Union opposition and threat of strikes
Volkswagen’s works council, which represents the company’s employees and holds half of the seats on the supervisory board, has expressed strong opposition to the restructuring plans. Cavallo warned that executives have only two days to reverse their decision or risk facing strikes. Speaking to workers at Volkswagen’s main Wolfsburg plant, she accused Blume of “playing with the massive risk” of breaking off negotiations, potentially leading to workforce strikes in protest against job cuts and wage reductions.

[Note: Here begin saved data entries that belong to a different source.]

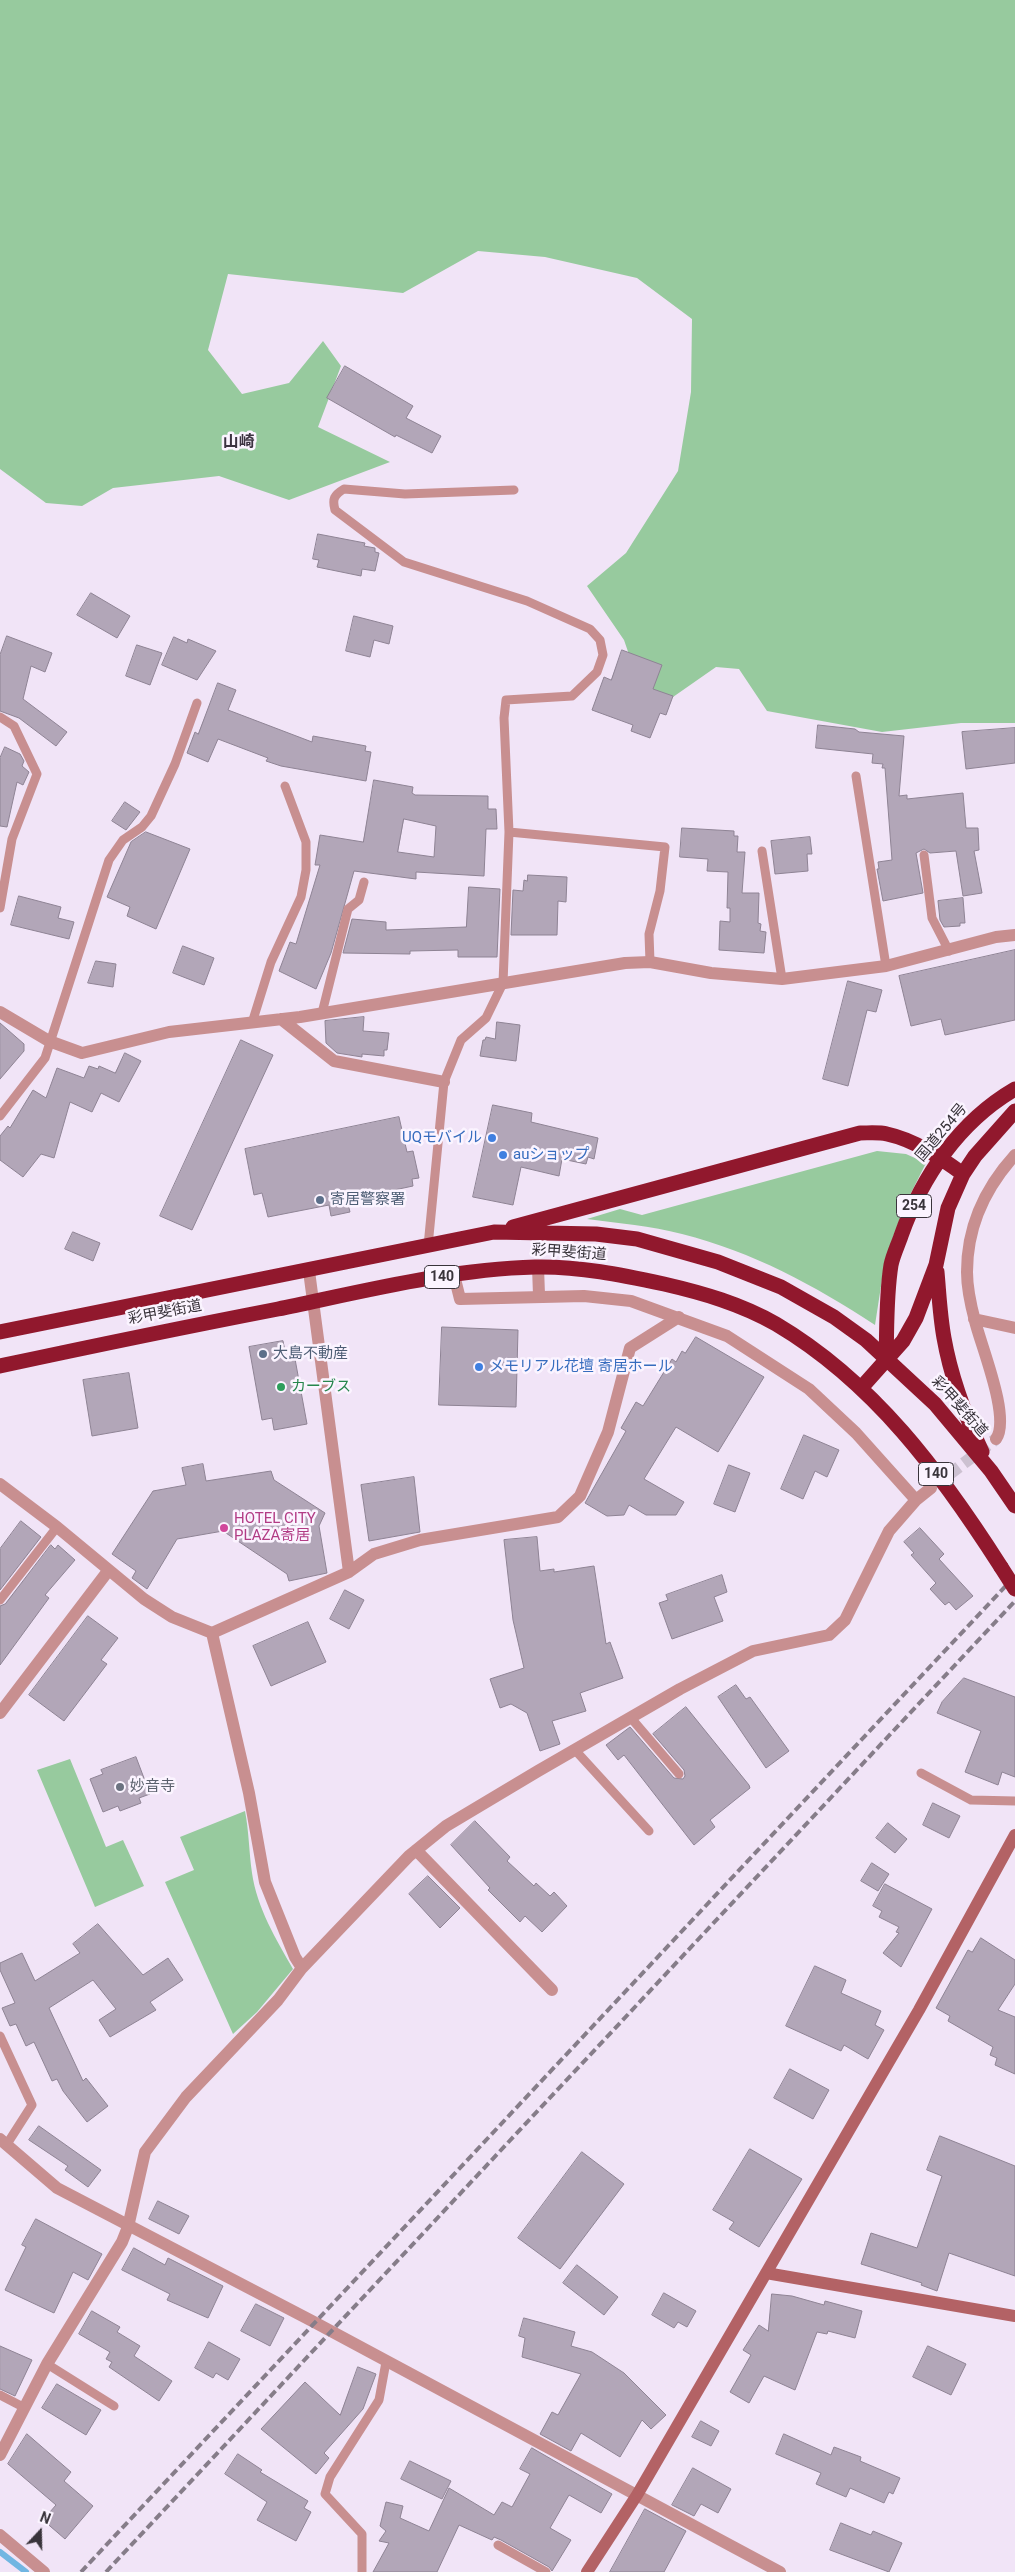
<!DOCTYPE html>
<meta charset="utf-8">
<style>
body{margin:0}
#map{position:relative;width:1015px;height:2572px;overflow:hidden;background:#f1e4f7;font-family:Roboto,sans-serif}
canvas{display:block}
.north{position:absolute;left:15px;top:2507px;width:50px;height:50px;-webkit-text-stroke:4px #fbf4ff;paint-order:stroke;rotate:21deg;font-size:14px;font-weight:700;line-height:20px;text-align:center;color:#39343b}
.north::after{content:'';display:block;margin:auto;width:18px;height:22px;background:#39343b;clip-path:polygon(50% 0,100% 100%,50% 72%,0 100%)}
</style>
<div id="map">
<canvas width="1015" height="2572"></canvas>
<div class="north">N</div>
</div>
<script>
const context = document.querySelector('canvas').getContext('2d');
context.lineJoin = 'round';
function fillPath(path, color) {
  context.fillStyle = color;
  context.fill(path, 'evenodd');
}
function stroke(path, color, width, dash) {
  context.strokeStyle = color;
  context.lineWidth = width;
  context.lineCap = dash ? 'butt' : 'round';
  context.setLineDash(dash || []);
  context.stroke(path);
}
function drawText(font, color, halo, rows, align = 'center') {
  context.font = font + ' Roboto,"Noto Sans JP",sans-serif';
  context.lineWidth = 5;
  context.setLineDash([]);
  context.textBaseline = 'middle';
  context.strokeStyle = halo;
  context.fillStyle = color;
  for (const [text, x, y, turn = 0] of rows) {
    context.save();
    context.translate(x, y);
    context.rotate((+turn || 0) * Math.PI / 180);
    context.textAlign = isNaN(turn) ? turn : align;
    if (halo) context.strokeText(text, 0, 0);
    context.fillText(text, 0, 0);
    context.restore();
  }
}
fillPath(new Path2D(`
 M0 0H1015V723H961L882 732 767 711 739 669 716 667 673 697 646 687 634 669 624 640 587 586 626 553 678 471 691 392 692 319 637 278 545 257 478 251 403 293 228 274 208 350 242 394 289 383 323 341 341 366 318 427 390 462 289 500 219 476 113 488 82 506 46 503 0 469Z
 M877 1151 906 1154 926 1163 904 1207 885 1260 875 1325C814 1285 753 1252 682 1234 651 1226 618 1223 587 1219L620 1209 642 1215Z
 M70 1759 106 1847 123 1840 144 1886 95 1907 37 1770Z
 M245 1811C249 1832 249 1852 252 1873 257 1908 276 1939 293 1969L257 2012 233 2034 165 1882 194 1870 180 1837Z`), '#97ca9e');
stroke(new Path2D(`
 M0 2552 26 2572`), '#71b6e2', 6);
const building = new Path2D(`
 M345 366 413 406 406 418 441 436 432 453 396 435 395 437 327 398Z
 M318 534 365 543 364 546 375 548V552L379 553 375 571 362 569 361 576 317 567 319 560 313 559Z
 M91 593 130 616 117 638 77 615Z
 M354 616 393 626 389 644 374 640 370 657 346 651Z
 M7 636 52 653 45 672 31 666 23 699 67 732 56 746 19 718 0 711V655Z
 M174 637 187 643 188 639 216 651 197 680 162 665Z
 M137 645 162 653 150 685 126 676Z
 M622 650 662 665 653 689 673 696 666 715 660 713 650 738 631 731 633 725 592 710 604 677 611 680Z
 M218 683 236 690 228 710 312 742 313 736 366 746 365 751 371 752 366 781 281 766 266 761 268 758 218 739 208 762 187 753 195 732 198 734Z
 M818 725 855 729 859 732 904 736 899 796 907 795V799L963 793 966 828H978L979 850 974 851 982 893 963 896 956 851 930 853 924 849 916 853 923 893 883 901 877 869H879L878 862 892 860 885 768H882L883 764 872 763 873 754 816 748Z
 M1015 728V763L966 769 962 732Z
 M5 747 20 754 24 761 22 766 29 772 23 785 17 782 7 827 0 826V758Z
 M374 780 413 787 412 793 415 795 488 796V809H496L497 829H486L484 876 416 872V879L354 871 331 953 316 989 279 971 290 942 296 944 320 865H315L320 835 363 842ZM404 819 436 826 434 857 398 852Z
 M125 802 140 812 126 830 112 821Z
 M682 828 734 831V836H738L737 852H745L742 893H759L758 923 761 924 760 931 766 932 764 953 719 950 720 921 730 922V908H727L728 872 707 871 708 859 680 857Z
 M146 832 190 849 156 929 127 916 130 907 107 897 131 842Z
 M810 837 812 854H807L808 871 775 874 771 841Z
 M528 875 567 877 566 902 558 901 557 935H511L513 890 523 891 524 880 527 881Z
 M469 887 500 889 497 957H458V950L410 951V954L343 953 352 919 386 922V930L466 927Z
 M19 896 61 907 58 918 74 922 69 939 11 925Z
 M963 898 965 923H960V926L944 927 940 920 938 901Z
 M183 946 214 958 204 985 173 973Z
 M1015 950V1020L945 1035 941 1019 911 1026 899 976Z
 M96 961 116 964 113 987 88 983Z
 M848 981 882 990 876 1012 867 1010 848 1086 823 1079Z
 M364 1017 363 1031 389 1033 387 1050H384V1056L362 1054V1057L337 1053 326 1043 325 1021Z
 M497 1022 520 1025 516 1061 480 1056 483 1040H485L486 1037 495 1039Z
 M0 1023 24 1044V1051L0 1079Z
 M241 1040 273 1055 192 1230 160 1216Z
 M125 1053 141 1061 119 1102 101 1093 92 1112 70 1102 54 1158 41 1154 23 1177 0 1160V1136L8 1126 10 1128 33 1090 46 1098 57 1068 84 1078 89 1066 98 1069 99 1066 115 1073Z
 M493 1105 532 1113 531 1122 598 1138 594 1159 588 1157 586 1164 562 1159 559 1176 521 1167 513 1205 473 1197Z
 M399 1117 407 1152 413 1151 419 1178 412 1179 413 1186 347 1200 350 1212 331 1216 329 1205 268 1217 262 1193 254 1195 245 1149Z
 M73 1232 100 1243 93 1261 65 1249Z
 M442 1327 518 1330 516 1407 439 1405Z
 M696 1337 764 1377 718 1452 676 1427 644 1479 684 1502 676 1515H646L629 1505 624 1515 607 1516 585 1503 626 1431 621 1428 636 1402 643 1406 672 1359 676 1362 682 1351 685 1353Z
 M283 1341 287 1361 295 1359 307 1424 274 1430 272 1418 262 1420 249 1347Z
 M129 1373 138 1428 92 1436 83 1380Z
 M804 1435 839 1450 827 1477 815 1471 803 1499 781 1489Z
 M203 1464 206 1481 271 1471 274 1480 325 1513 319 1526 327 1573 289 1581 287 1574 223 1531 177 1539 147 1589 132 1578 136 1571 112 1554 153 1491 186 1485 182 1468Z
 M729 1465 750 1473 735 1512 714 1504Z
 M414 1477 420 1532 369 1541 361 1485Z
 M21 1521 41 1537 0 1590V1549Z
 M920 1528 944 1554 939 1559 973 1596 956 1610 949 1602 945 1605 930 1589 936 1583 911 1555 914 1553 904 1542Z
 M537 1537 540 1571 554 1569V1572L594 1566 606 1644 610 1642 623 1678 580 1693 586 1711 552 1721 560 1744 540 1751 527 1713 511 1704 500 1708 490 1679 524 1668 513 1620 504 1540Z
 M51 1545 55 1549 58 1545 75 1560 45 1595 49 1598 0 1665V1606L5 1604Z
 M722 1575 727 1592 714 1597 723 1621 672 1639 659 1603 668 1600 666 1595Z
 M345 1590 364 1600 349 1629 330 1619Z
 M88 1616 118 1638 101 1660 107 1664 64 1721 29 1695Z
 M308 1622 326 1662 271 1686 253 1646Z
 M964 1678 1015 1697V1777L1002 1772 998 1785 965 1772 981 1731 937 1713 942 1702Z
 M736 1685 746 1699 750 1697 789 1751 766 1768 718 1697Z
 M686 1707 749 1785 750 1788 710 1820 715 1827 694 1845 624 1755 618 1760 606 1745 630 1727 674 1778 683 1779 685 1776 684 1770 653 1734Z
 M136 1757 150 1794 139 1798 141 1803 120 1811 118 1806 103 1812 90 1779 103 1774 101 1770Z
 M933 1803 960 1816 949 1838 923 1825Z
 M475 1821 510 1857 507 1861 534 1886 536 1883 550 1896 554 1892 567 1906 542 1932 525 1916 520 1922 488 1890 490 1888 451 1845Z
 M888 1823 907 1839 895 1853 876 1838Z
 M872 1863 889 1874 878 1891 861 1881Z
 M428 1876 460 1908 440 1928 409 1894Z
 M885 1884 932 1909 901 1967 883 1953 899 1933 896 1932 899 1927 879 1917 882 1911 873 1906Z
 M98 1924 143 1975 168 1958 183 1980 150 2002 156 2010 110 2037 99 2020 116 2009 93 1980 49 2008 83 2081 86 2078 108 2106 87 2122 63 2091 57 2079 52 2081 34 2042 26 2046 16 2024 10 2026 2 2008 15 2003 0 1970V1963L22 1953 35 1981 80 1953 73 1944Z
 M981 1938 1015 1960V1984L998 2010 1015 2017V2074L995 2065 997 2058 990 2055 993 2047 948 2021 950 2016 936 2008 968 1950 972 1952Z
 M815 1966 846 1980 841 1993 881 2011 875 2025 884 2030 868 2059 844 2045 841 2051 786 2026Z
 M790 2069 829 2090 813 2119 774 2098Z
 M39 2126 101 2170 88 2187 65 2170 68 2166 29 2140Z
 M940 2136 1015 2166V2276L949 2253 937 2291 921 2285 922 2283 861 2264 871 2233 917 2248 942 2176 927 2170Z
 M750 2149 802 2179 759 2247 729 2229 734 2222 713 2210Z
 M582 2152 624 2184 560 2269 518 2238Z
 M158 2201 189 2216 179 2234 149 2219Z
 M36 2219 102 2254 88 2280 73 2272 54 2313 5 2290 26 2247 22 2245Z
 M134 2248 165 2265 168 2258 223 2286 208 2318 167 2300 170 2294 122 2270Z
 M577 2265 618 2297 604 2315 563 2283Z
 M664 2293 696 2311 687 2327 678 2322 674 2328 652 2315Z
 M772 2294 792 2296 824 2305 825 2301 862 2311 855 2338 828 2331 827 2334 817 2332 795 2390 764 2376 749 2403 730 2392 751 2355 743 2350 759 2325 768 2331Z
 M256 2304 284 2318 270 2346 241 2331Z
 M92 2311 120 2327 117 2332 140 2346 134 2356 172 2381 159 2401 109 2367 112 2362 106 2359 110 2352 79 2334Z
 M524 2318 575 2332 571 2346 592 2352 624 2373 666 2415 651 2429 642 2420 620 2457 581 2433 571 2451 540 2434 552 2412 558 2415 581 2374 522 2357 525 2338 519 2336Z
 M209 2342 240 2359 228 2380 216 2373 213 2378 195 2368Z
 M0 2346 32 2360 15 2396 0 2389Z
 M928 2346 966 2364 951 2395 913 2377Z
 M358 2367 376 2374 363 2409 324 2453 329 2458 316 2474 261 2429 305 2382 340 2415Z
 M57 2384 101 2410 86 2435 42 2408Z
 M701 2421 719 2431 711 2446 692 2437Z
 M27 2434 71 2472 64 2481 93 2506 65 2539 43 2520 56 2505 8 2464Z
 M784 2434 831 2455 834 2447 861 2457 860 2461 900 2478 893 2494 889 2492 884 2503 850 2488 846 2497 816 2484 821 2473 776 2454Z
 M532 2448 612 2494 601 2513 569 2495 550 2528 571 2540 552 2571 549 2567 501 2540 494 2537 492 2540 459 2525 437 2572H373L389 2543 379 2541 386 2531 380 2526 386 2502 403 2506 400 2518 429 2531 449 2488 494 2515 502 2502 512 2507 530 2474 520 2469Z
 M238 2454 262 2470 260 2472 308 2501 304 2508 311 2512 296 2541 257 2520 267 2502 225 2474Z
 M410 2461 451 2481 442 2499 401 2479Z
 M693 2468 731 2489 718 2513 701 2504 694 2516 672 2505Z
 M645 2509 686 2531 664 2572H610Z
 M841 2523 871 2535 873 2531 902 2543 889 2572 830 2550Z`);
fillPath(building, '#b2a6b8');
stroke(building, '#8e8394', 1);
stroke(new Path2D(`
 M935 1485 996 1439`), '#ccc1d1', 12, [12, 6]);
stroke(new Path2D(`
 M0 717 14 726 37 774 12 839 0 908
 M856 776 886 966
 M509 832 665 847 660 891 649 934 650 962
 M762 851 782 979
 M924 855 932 918 949 951
 M322 1013 348 909 359 900 364 882
 M252 1023 271 962 301 897 306 870V842L285 786
 M0 1116 45 1058 109 860 123 840 142 827 151 816 175 764 197 703
 M428 1246 444 1082 461 1040 486 1018 503 983 509 832 504 718 506 700 572 696 597 672 603 655 600 640 590 629 527 601 404 562 335 510C332 499 334 495 344 489L405 494 514 490
 M0 1600 57 1527
 M631 1718 679 1774
 M575 1750 649 1831
 M921 1773 971 1800 1015 1801
 M0 2036 32 2105 7 2144
 M47 2364 114 2406
 M0 2395 25 2408
 M498 2545 546 2572
 M362 2572V2534L325 2494 330 2477 379 2400 386 2362`), '#c88f90', 9);
stroke(new Path2D(`
 M0 1012 49 1041 82 1053 169 1032 300 1017 625 963 650 962 711 973 782 979 886 966 996 937 1015 935
 M281 1019 334 1061 444 1082
 M538 1267 539 1295
 M309 1271 349 1572
 M454 1275 460 1299 584 1296 631 1301 727 1336 809 1389 856 1433 916 1500
 M974 1319 1015 1328
 M996 1439C1011 1418 981 1346 975 1321 971 1306 967 1287 967 1272 967 1226 985 1188 1015 1155
 M0 1484 57 1527 144 1599 172 1617 212 1633 249 1793 265 1882 295 1957 302 1968
 M212 1633 349 1572 374 1554 420 1540 558 1517 580 1496 608 1432 630 1348 679 1317
 M0 1713 108 1571
 M416 1850 552 1990
 M0 2139 57 2188 314 2322 780 2572
 M0 2455 47 2364 122 2242 128 2227 145 2152 186 2097 278 2000 302 1968 409 1856 446 1826 538 1771 680 1689 753 1651 829 1635 845 1620 889 1531 916 1500 931 1488
 M0 2535 44 2572`), '#c88f90', 12);
stroke(new Path2D(`
 M766 2273 1015 2316
 M587 2572 637 2495 919 2010 1015 1835`), '#b36265', 12);
stroke(new Path2D(`
 M513 1227 860 1133C869 1133 879 1132 887 1134 915 1140 941 1158 963 1174
 M937 1272C939 1294 940 1316 944 1338 951 1378 965 1415 982 1452
 M0 1332 494 1232 596 1234 637 1239 718 1262 781 1287 834 1317 866 1340 935 1404 991 1471 1015 1506
 M886 1360C887 1328 886 1296 891 1265 893 1255 898 1245 901 1236 922 1176 960 1121 1015 1089
 M0 1366C93 1346 185 1327 278 1309 360 1292 451 1269 535 1267 579 1266 622 1275 664 1284 703 1293 741 1304 776 1324 874 1382 941 1473 1001 1567
 M862 1387 903 1341 916 1318 936 1265 948 1208 963 1174 975 1156 1015 1111`), '#91182d', 15);
stroke(new Path2D(`
 M81 2572 1015 1576
 M106 2572 1015 1601`), '#867d89', 4, [8, 4]);
stroke(new Path2D(`
 M1001 1567 1015 1589`), '#91182d', 15);
for (const [x, y, r, color] of [
 [492,1138,5,"#3f7fe0"],
 [503,1155,5,"#3f7fe0"],
 [320,1200,5,"#5c6f8a"],
 [263,1354,5,"#5c6f8a"],
 [479,1367,5,"#3f7fe0"],
 [281,1387,5,"#2e9e5b"],
 [224,1528,5,"#d1479c"],
 [120,1787,5,"#6b7280"]
]) {
  const dot = new Path2D();
  dot.arc(x, y, r, 0, 2 * Math.PI);
  context.fillStyle = color;
  context.fill(dot);
  stroke(dot, '#fbf4ff', 2);
}
for (const [x, y, w] of [
 [914,1206,35],
 [442,1277,35],
 [936,1474,35]
]) {
  const box = new Path2D();
  box.roundRect(x - w / 2, y - 11.5, w, 23, 4);
  context.fillStyle = '#fbf4ff';
  context.fill(box);
  stroke(box, '#39343b', 1);
}
drawText('bold 14px', '#39343b', null, [
 ["254",914,1206],
 ["140",442,1277],
 ["140",936,1474]
]);
drawText('15px', '#39343b', '#fbf4ff', [
 ["国道254号",942,1133,-50],
 ["彩甲斐街道",569,1253,4],
 ["彩甲斐街道",165,1313,-11],
 ["彩甲斐街道",959,1407,48]
]);
drawText('15px', '#366cbe', '#fbf4ff', [
 ["UQモバイル",482,1138,"right"],
 ["auショップ",513,1155],
 ["メモリアル花壇 寄居ホール",489,1367]
], 'left');
drawText('15px', '#4e5e75', '#fbf4ff', [
 ["寄居警察署",330,1200],
 ["大島不動産",273,1354]
], 'left');
drawText('15px', '#27864d', '#fbf4ff', [
 ["カーブス",291,1387]
], 'left');
drawText('15px', '#b23c85', '#fbf4ff', [
 ["HOTEL CITY",234,1519],
 ["PLAZA寄居",234,1536]
], 'left');
drawText('15px', '#5b616d', '#fbf4ff', [
 ["妙音寺",130,1787]
], 'left');
drawText('bold 16px', '#3c3341', '#fbf4ff', [
 ["山崎",239,443]
]);
</script>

Union leaders, including Thorsten Groger of the IG Metall union, have criticized the company for its mismanagement, particularly in the shift to electric vehicles and pricing policies. Gröger called the restructuring plan a “deep stab in the heart of hard-working VW workers.”
Cavallo reiterated the need for a viable plan to safeguard jobs, stating, “We expect Volkswagen leadership to present real solutions rather than empty promises.” The union’s frustrations reflect the growing tension between workers and management as layoffs loom large.
Challenging market conditions impact VW’s future
Volkswagen recently issued its second profit warning in three months, citing difficult market conditions. The company has been navigating a challenging shift to electric vehicles, while also contending with increased competition from Chinese automakers and sluggish sales in other major markets.
Although Volkswagen declined to comment on the specifics of ongoing discussions with the IG Metall union, the company confirmed that it is at a “crucial point” in its decision-making process.
Uncertain future of Volkswagen’s workforce
With Germany serving as a key production hub, the potential closure of plants and job losses will have a significant impact on the local workforce. The restructuring plan, which includes the termination of a job security agreement that had been in place for over 30 years, will allow the company to proceed with layoffs starting in mid-2025.
Volkswagen’s plan is seen as part of a broader push to reduce costs and adapt to the rapidly changing automotive industry. However, the closure of German plants is expected to be a central issue in the ongoing discussions between Volkswagen management and the union, with the future of thousands of workers hanging in the balance.